‘And that is it?’ I asked. ‘The big climax to all of these cases? That is all there is to it?’

‘I expect the count will put up a fight,’ said Hugo Rune. ‘But, in the shell of a nut, that is all there is to it. We have the edge this time, Rizla. Because we know the meaning of the tarot card.’

I smiled and shrugged and finished my drink. ‘Then I will take another of these,’ I said. ‘To toast our success.’

Hugo Rune ordered two more drinks so we might get into the toasting.

‘What exactly are we drinking?’ I asked the hotel barman.

‘The cocktail-that-dare-not-speak-its-name,’ said Fangio. For it indeed was he.

‘It indeed is you!’ I said. And quite surprised was I.

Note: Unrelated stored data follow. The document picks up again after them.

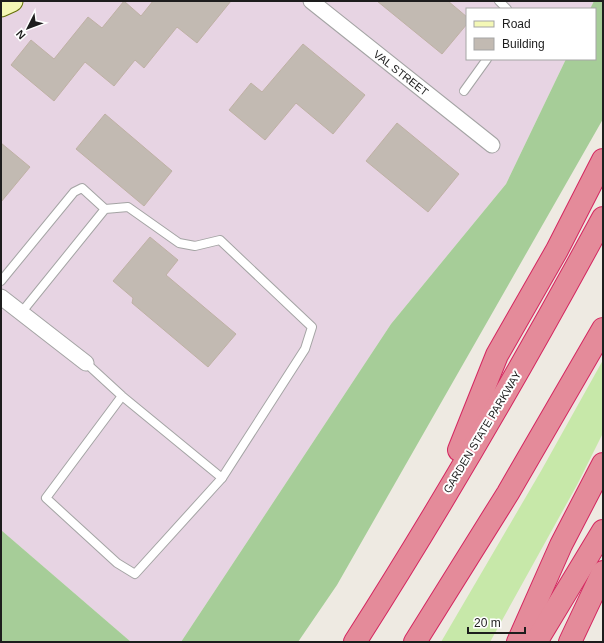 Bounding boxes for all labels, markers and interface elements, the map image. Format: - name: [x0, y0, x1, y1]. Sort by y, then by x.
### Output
- north arrow: [8, 8, 48, 48]
- legend: [466, 8, 596, 60]
- text: Road: [502, 17, 531, 31]
- text: N: [13, 28, 28, 42]
- text: Building: [502, 37, 545, 51]
- street label: VAL STREET: [371, 48, 431, 98]
- street label: GARDEN STATE PARKWAY: [441, 368, 524, 495]
- scale bar: [468, 609, 525, 635]
- text: 20 m: [474, 616, 501, 630] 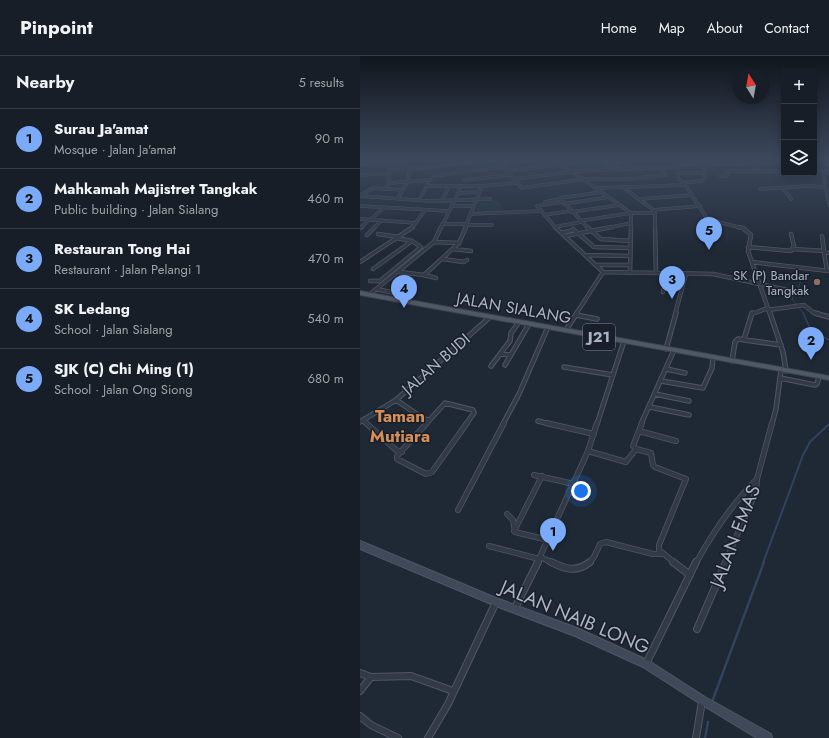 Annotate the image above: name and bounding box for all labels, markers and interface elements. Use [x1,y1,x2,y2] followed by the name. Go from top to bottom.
[20,14,93,41] text: Pinpoint
[601,18,637,38] text: Home
[659,18,685,38] text: Map
[707,18,742,38] text: About
[764,18,809,38] text: Contact
[733,68,769,104] north arrow
[781,68,817,176] map controls
[781,68,817,104] button: +
[16,70,74,94] text: Nearby
[298,73,344,92] text: 5 results
[781,104,817,140] button: −
[54,118,148,140] text: Surau Ja'amat
[26,129,32,148] text: 1
[315,129,344,148] text: 90 m
[54,140,176,159] text: Mosque · Jalan Ja'amat
[781,140,817,176] button: layers
[54,178,257,200] text: Mahkamah Majistret Tangkak
[25,189,33,208] text: 2
[307,189,344,208] text: 460 m
[54,200,219,219] text: Public building · Jalan Sialang
[696,217,722,250] pin: 5
[54,238,190,260] text: Restauran Tong Hai
[25,249,33,268] text: 3
[308,249,344,268] text: 470 m
[54,260,201,279] text: Restaurant · Jalan Pelangi 1
[659,266,685,299] pin: 3
[733,266,810,300] place label: SK (P) Bandar Tangkak
[391,275,417,308] pin: 4
[812,277,822,287] marker: SK (P) Bandar Tangkak
[453,286,573,329] street label: JALAN SIALANG
[54,298,130,320] text: SK Ledang
[24,309,34,328] text: 4
[307,309,344,328] text: 540 m
[54,320,173,339] text: School · Jalan Sialang
[583,324,615,350] road number: J21
[798,327,824,360] pin: 2
[395,328,475,401] street label: JALAN BUDI
[54,358,194,380] text: SJK (C) Chi Ming (1)
[25,369,33,388] text: 5
[308,369,344,388] text: 680 m
[54,380,193,399] text: School · Jalan Ong Siong
[370,404,430,448] district label: Taman Mutiara
[571,481,591,501] your location
[702,481,767,594] street label: JALAN EMAS
[540,518,566,551] pin: 1
[493,572,654,661] street label: JALAN NAIB LONG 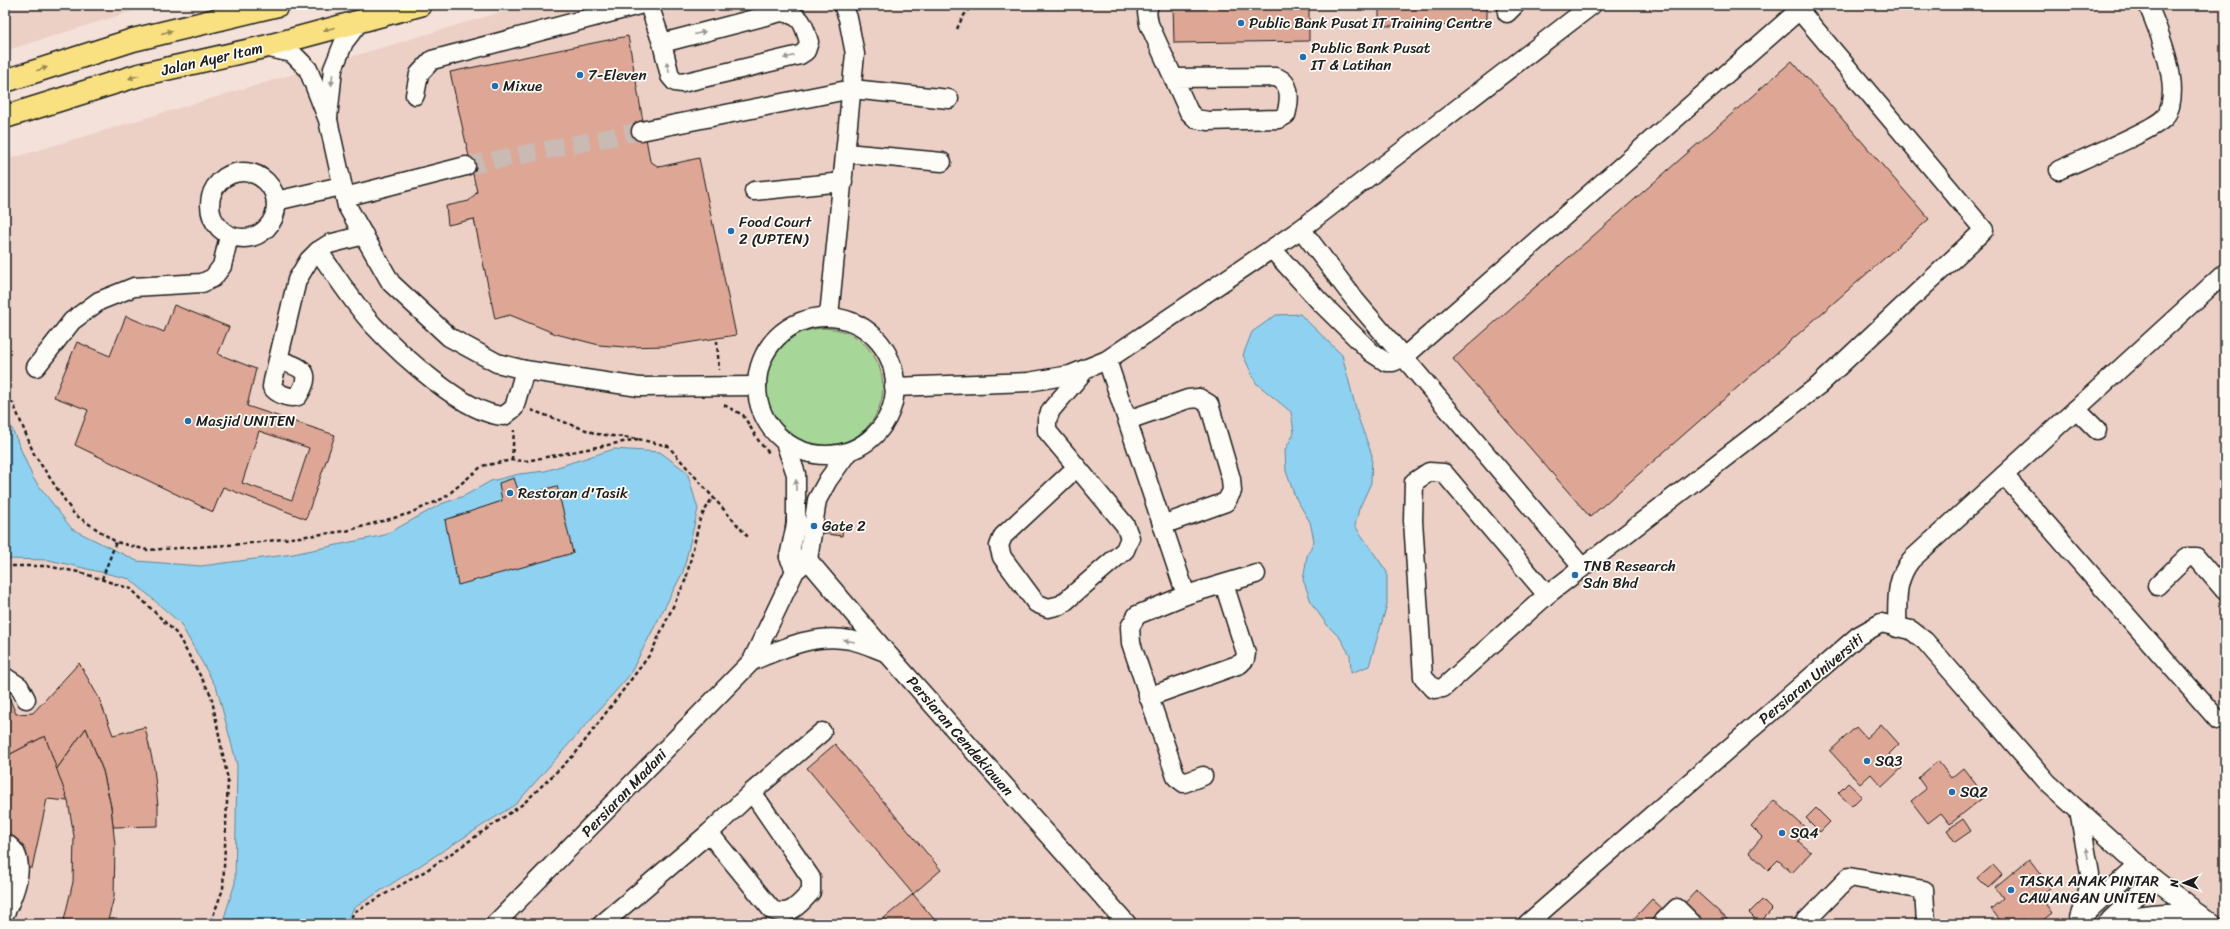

‘And it indeed is me,’ said Fangio. ‘I took the liberty of following you to this hotel and saw a sign advertising for bar staff.’

‘It is all so simple when it is explained,’ I said.

‘And isn’t this a wonderful city?’ said Fangio. ‘So good they named it twice. I accidentally overheard your conversation with Mr Rune and I would like to offer my best wishes for the success of your endeavour.’

‘Well, thank you very much, Fangio.’ I raised my glass, which now contained the cocktail-that-dared-not-speak-its-name, and peered at it closely. It was of a colour that had no name and smelled like nothing on Earth. ‘So do you think you will settle down in New York, or head to the West Coast, where all the sunshine is?’

‘Definitely here,’ said Fangio, and he brought out a bowl of chewing fat and placed it on the bar counter. ‘It is my intention to open a little bar on the Lower East Side in the Genre Detective District. Fangio’s Bar, I think I’ll call it. And then I’ll buddy up with the local colour – I believe a character named Lazlo Woodbine has an office around there. And you never know, one day I might find my way into a best-selling detective novel.’ And he gulped down a piece of chewing fat and I noticed he was putting on weight.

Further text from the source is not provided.